Carlos 111 devolvió al conde de Aranda al servicio público, pero no
a la vida militar. Tiene el aragonés cuarenta y un años y a los ojos del
nuevo Rey aparece, bien como el militar activísimo de Italia, de quien
algo pudo saber en los veintiocho años (1731 -1759) que había reinado
en Toscana y Nápoles, bien como el viajero con experiencia diplomática
en Portugal, precisamente durante los cinco meses inmediatamente
posteriores al terremoto de Lisboa, todavía en el reinado de Fernando VI
y de la portuguesa Bárbara de Braganza. Y será esta segunda apariencia,
la diplomática, la que determinará su primer nombramiento en el
reinado de Carlos 111.
Sorprendentemente -y en relación indirecta con la inminente
muerte de la Reina doña María Amalia de Sajonia, hija del Rey de
Polonia Augusto 111- el teniente general Aranda, que Carlos 111 ha
devuelto a su Real Ejército, es nombrado Embajador extraordinario
cerca del suegro del Rey, el 12 de mayo de 1760. El viaje, por el
itinerario ya conocido por Aranda, le ocupó hasta el 27 de septiembre,
cuando ya había avanzado mucho la Guerra de los Siete Años y
todavía España se mantenía neutral.
El Rey de Polonia y Elector de Sajonia, era uno de los tres Electores
del Imperio que había conseguido ser coronado Rey - igual que el
Hannover y el de Brandeburgo, reyes a la sazón de Inglaterra y Prusia.
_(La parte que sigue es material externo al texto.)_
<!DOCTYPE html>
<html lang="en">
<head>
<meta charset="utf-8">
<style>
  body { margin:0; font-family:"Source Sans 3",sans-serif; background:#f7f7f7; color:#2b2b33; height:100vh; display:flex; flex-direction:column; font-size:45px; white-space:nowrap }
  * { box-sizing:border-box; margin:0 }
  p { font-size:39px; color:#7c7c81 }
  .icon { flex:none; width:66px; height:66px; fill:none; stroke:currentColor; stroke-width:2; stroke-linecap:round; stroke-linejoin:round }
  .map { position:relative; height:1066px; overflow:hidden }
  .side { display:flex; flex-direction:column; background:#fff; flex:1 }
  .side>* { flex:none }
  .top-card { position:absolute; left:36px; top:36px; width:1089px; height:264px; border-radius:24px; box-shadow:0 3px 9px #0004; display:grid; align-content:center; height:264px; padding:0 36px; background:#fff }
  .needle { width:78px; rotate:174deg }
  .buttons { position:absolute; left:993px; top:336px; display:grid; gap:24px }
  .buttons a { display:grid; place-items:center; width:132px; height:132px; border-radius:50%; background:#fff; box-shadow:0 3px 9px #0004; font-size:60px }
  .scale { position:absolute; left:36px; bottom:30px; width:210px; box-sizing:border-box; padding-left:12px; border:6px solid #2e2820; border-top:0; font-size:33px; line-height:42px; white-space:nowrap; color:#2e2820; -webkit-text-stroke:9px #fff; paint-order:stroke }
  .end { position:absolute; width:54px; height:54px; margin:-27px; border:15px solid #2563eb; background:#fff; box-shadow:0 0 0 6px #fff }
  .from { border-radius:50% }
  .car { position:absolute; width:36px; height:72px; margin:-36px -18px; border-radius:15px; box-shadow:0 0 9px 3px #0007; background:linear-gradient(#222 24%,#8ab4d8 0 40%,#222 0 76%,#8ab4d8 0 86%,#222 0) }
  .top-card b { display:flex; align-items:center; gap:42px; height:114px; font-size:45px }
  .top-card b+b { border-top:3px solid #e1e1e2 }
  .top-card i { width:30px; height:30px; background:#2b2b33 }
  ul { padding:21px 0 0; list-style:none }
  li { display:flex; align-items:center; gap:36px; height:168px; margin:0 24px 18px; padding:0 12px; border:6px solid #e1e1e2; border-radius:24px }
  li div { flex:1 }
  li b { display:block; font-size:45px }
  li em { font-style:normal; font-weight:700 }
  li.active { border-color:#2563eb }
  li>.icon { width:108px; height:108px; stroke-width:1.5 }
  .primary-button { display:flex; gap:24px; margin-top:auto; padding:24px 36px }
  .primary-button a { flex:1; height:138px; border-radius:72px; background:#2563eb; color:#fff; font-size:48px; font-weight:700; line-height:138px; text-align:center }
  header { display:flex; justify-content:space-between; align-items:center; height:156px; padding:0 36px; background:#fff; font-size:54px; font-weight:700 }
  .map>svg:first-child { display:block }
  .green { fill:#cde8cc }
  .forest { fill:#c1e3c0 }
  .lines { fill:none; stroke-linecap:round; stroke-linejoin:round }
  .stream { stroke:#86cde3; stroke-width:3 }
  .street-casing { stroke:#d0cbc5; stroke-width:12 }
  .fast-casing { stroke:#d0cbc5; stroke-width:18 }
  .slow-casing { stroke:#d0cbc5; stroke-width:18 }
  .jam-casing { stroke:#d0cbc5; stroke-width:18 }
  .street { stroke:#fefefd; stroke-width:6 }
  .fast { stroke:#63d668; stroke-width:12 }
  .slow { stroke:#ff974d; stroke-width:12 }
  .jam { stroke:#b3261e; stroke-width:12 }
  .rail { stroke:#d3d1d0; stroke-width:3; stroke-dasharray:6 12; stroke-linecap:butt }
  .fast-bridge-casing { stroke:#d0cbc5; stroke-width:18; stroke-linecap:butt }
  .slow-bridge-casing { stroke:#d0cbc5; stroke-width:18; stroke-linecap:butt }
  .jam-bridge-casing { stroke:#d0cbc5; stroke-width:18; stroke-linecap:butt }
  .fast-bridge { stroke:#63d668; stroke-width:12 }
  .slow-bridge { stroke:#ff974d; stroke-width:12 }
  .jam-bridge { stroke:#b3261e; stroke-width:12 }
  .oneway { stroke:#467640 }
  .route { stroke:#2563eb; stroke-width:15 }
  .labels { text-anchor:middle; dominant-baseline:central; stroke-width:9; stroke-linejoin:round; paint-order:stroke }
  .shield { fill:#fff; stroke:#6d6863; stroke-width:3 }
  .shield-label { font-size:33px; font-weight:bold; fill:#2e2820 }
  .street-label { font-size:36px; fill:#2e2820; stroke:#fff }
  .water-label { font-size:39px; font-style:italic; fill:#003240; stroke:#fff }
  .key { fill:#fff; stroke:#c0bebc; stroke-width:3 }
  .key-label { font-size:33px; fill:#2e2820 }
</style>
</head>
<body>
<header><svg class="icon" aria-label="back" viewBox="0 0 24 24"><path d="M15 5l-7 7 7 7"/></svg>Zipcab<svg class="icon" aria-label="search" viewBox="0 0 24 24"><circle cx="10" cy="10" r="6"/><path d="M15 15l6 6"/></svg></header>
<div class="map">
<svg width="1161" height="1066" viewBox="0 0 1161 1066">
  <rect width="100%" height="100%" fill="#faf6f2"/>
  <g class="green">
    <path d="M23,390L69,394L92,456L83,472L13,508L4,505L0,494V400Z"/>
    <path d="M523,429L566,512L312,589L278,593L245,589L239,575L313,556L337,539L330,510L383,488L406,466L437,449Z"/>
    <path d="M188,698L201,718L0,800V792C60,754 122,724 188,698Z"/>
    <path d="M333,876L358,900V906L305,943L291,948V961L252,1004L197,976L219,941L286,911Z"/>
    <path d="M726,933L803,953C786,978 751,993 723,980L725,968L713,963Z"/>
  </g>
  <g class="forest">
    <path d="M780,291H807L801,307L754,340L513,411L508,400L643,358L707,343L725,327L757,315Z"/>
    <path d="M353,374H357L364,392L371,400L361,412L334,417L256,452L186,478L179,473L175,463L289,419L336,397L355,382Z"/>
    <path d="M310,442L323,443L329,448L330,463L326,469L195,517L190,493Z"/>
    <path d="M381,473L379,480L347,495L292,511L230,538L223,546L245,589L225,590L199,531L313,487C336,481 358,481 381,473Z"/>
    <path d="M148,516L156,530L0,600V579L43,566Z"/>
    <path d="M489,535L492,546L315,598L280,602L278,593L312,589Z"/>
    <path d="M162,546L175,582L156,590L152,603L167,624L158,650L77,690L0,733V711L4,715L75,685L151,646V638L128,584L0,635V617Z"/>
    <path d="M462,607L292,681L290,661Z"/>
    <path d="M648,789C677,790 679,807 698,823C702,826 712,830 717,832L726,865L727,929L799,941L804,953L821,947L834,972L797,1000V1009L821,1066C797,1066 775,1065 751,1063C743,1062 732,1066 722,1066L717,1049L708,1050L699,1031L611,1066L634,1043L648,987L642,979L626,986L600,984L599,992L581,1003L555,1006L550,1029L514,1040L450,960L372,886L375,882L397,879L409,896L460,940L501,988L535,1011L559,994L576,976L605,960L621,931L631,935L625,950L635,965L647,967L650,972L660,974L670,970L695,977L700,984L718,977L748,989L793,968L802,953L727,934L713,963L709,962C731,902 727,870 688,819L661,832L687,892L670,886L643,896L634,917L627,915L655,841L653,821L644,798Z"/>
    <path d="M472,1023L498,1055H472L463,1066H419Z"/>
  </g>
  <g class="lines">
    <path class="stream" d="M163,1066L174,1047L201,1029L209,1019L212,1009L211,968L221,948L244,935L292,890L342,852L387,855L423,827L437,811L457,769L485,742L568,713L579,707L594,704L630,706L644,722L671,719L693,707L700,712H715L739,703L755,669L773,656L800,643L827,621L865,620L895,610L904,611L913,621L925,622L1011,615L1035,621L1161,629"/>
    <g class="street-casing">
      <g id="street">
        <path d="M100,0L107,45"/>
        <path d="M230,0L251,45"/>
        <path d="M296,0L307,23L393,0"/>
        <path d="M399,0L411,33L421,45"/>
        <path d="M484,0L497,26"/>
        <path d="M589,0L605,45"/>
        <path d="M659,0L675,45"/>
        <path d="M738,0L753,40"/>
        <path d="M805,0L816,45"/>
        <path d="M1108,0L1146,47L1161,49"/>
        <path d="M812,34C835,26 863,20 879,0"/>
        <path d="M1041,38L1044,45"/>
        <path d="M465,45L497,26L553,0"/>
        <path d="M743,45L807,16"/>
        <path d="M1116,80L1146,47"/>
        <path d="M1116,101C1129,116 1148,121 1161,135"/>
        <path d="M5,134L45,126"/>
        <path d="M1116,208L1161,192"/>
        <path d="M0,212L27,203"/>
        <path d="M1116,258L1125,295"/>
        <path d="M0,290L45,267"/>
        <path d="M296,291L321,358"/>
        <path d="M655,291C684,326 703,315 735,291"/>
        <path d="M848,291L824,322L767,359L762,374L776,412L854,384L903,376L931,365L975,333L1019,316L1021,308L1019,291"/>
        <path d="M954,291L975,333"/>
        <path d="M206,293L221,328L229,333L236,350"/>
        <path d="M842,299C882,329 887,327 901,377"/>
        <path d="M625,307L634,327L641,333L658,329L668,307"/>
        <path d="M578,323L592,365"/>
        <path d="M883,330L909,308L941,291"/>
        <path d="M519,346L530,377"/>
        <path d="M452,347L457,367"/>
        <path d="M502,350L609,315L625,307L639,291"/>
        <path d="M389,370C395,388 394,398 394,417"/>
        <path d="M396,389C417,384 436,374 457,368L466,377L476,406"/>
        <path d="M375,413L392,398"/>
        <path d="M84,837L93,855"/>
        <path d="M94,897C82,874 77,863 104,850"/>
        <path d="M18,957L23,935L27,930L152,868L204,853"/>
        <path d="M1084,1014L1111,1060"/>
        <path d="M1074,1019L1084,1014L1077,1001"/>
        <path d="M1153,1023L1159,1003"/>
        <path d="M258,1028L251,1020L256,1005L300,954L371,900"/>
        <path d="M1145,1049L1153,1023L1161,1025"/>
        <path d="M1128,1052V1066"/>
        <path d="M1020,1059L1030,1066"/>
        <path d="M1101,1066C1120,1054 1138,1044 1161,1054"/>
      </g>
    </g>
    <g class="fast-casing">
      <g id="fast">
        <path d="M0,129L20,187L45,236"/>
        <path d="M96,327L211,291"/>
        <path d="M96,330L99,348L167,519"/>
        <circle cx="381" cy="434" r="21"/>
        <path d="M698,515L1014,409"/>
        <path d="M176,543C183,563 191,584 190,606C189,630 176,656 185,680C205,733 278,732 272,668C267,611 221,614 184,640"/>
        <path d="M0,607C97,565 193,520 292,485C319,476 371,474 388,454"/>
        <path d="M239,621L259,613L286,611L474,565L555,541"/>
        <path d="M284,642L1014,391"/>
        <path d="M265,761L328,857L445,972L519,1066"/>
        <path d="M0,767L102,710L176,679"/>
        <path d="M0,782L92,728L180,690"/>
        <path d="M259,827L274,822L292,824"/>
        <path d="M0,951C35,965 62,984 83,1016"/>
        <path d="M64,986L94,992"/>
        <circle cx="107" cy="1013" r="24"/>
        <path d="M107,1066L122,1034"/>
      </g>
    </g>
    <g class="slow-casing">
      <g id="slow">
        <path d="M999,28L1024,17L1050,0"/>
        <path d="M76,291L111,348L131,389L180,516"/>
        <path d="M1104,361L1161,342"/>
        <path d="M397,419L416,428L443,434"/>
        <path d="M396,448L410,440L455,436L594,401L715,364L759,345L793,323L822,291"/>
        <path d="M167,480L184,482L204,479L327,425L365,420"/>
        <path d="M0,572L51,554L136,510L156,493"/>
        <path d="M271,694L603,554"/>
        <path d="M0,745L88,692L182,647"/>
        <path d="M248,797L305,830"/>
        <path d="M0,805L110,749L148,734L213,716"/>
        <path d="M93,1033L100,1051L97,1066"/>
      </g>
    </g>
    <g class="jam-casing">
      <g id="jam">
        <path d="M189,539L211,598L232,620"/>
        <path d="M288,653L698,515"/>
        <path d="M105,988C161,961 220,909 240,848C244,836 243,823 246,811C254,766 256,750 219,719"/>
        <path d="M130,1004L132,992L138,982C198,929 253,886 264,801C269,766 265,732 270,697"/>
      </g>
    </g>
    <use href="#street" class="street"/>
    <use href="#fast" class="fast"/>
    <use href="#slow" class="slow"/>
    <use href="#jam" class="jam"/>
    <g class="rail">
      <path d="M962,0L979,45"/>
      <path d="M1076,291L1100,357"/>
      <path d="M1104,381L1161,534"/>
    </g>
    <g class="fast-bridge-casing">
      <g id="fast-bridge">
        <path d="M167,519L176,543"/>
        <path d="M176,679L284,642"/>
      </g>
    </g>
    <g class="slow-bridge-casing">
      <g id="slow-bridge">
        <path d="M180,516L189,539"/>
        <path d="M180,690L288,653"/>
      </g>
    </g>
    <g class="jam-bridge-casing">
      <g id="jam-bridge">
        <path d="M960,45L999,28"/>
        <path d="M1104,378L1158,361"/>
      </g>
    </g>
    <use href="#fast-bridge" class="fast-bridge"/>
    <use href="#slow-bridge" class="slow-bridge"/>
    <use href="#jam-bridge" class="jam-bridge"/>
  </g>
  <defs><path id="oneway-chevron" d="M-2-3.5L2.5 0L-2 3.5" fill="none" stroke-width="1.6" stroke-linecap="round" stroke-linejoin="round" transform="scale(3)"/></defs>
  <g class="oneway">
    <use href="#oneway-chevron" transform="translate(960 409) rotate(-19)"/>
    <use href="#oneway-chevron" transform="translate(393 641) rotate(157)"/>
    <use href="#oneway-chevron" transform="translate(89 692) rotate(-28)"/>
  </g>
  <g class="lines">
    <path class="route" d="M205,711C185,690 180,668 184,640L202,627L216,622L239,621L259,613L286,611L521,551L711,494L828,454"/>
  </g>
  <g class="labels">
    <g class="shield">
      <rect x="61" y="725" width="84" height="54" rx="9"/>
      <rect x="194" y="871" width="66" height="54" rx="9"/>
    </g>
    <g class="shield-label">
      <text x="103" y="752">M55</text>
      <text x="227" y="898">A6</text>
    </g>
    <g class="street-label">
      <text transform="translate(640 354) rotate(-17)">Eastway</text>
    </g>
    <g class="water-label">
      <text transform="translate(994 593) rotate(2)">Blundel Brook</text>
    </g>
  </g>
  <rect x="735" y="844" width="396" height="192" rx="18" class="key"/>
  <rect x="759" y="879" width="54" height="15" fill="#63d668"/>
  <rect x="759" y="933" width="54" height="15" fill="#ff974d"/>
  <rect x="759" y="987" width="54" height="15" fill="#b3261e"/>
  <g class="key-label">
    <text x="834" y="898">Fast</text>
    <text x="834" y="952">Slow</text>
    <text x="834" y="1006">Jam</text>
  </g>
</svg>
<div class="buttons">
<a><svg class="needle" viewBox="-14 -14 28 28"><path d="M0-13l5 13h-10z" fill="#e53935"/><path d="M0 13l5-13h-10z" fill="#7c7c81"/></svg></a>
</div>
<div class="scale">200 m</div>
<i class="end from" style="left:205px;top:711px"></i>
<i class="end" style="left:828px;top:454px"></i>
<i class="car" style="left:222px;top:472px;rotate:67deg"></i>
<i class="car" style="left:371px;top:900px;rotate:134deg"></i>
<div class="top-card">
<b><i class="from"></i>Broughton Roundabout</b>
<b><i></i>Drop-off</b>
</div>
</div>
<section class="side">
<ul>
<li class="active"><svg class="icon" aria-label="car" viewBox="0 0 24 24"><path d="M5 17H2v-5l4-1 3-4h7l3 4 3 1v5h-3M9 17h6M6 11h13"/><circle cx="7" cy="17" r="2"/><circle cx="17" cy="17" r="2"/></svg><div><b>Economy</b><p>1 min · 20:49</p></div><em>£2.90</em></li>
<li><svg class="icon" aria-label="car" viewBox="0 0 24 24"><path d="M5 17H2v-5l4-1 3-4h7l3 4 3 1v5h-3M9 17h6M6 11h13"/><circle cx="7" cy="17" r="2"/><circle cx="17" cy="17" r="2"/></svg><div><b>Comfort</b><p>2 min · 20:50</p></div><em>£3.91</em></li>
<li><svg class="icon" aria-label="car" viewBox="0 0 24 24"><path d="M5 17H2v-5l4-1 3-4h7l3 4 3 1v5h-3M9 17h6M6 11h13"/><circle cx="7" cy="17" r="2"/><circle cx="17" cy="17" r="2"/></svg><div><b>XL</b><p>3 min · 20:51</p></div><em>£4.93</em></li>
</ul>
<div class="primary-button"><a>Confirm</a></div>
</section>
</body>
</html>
Tenía graves problemas con Federico de Prusia el Grande. En los
últimos meses, por su causa, se había visto obligado a abandonar
Dresde y a refugiarse en Varsovia donde la Corte, en manos del
omnipotente Conde de Brühl, "sátrapa que para recorrer cien metros
a caballo se hacía acompañar de cien palatinos", a juicio de los
Fragmentos de la historia de mi vida del príncipe de Ligne, esperaba
mucho de las gestiones del Embajador de España, para obtener ayuda
de Francia, Austria y Rusia frente a la ambición de Prusia, entonces
respaldada por Inglaterra.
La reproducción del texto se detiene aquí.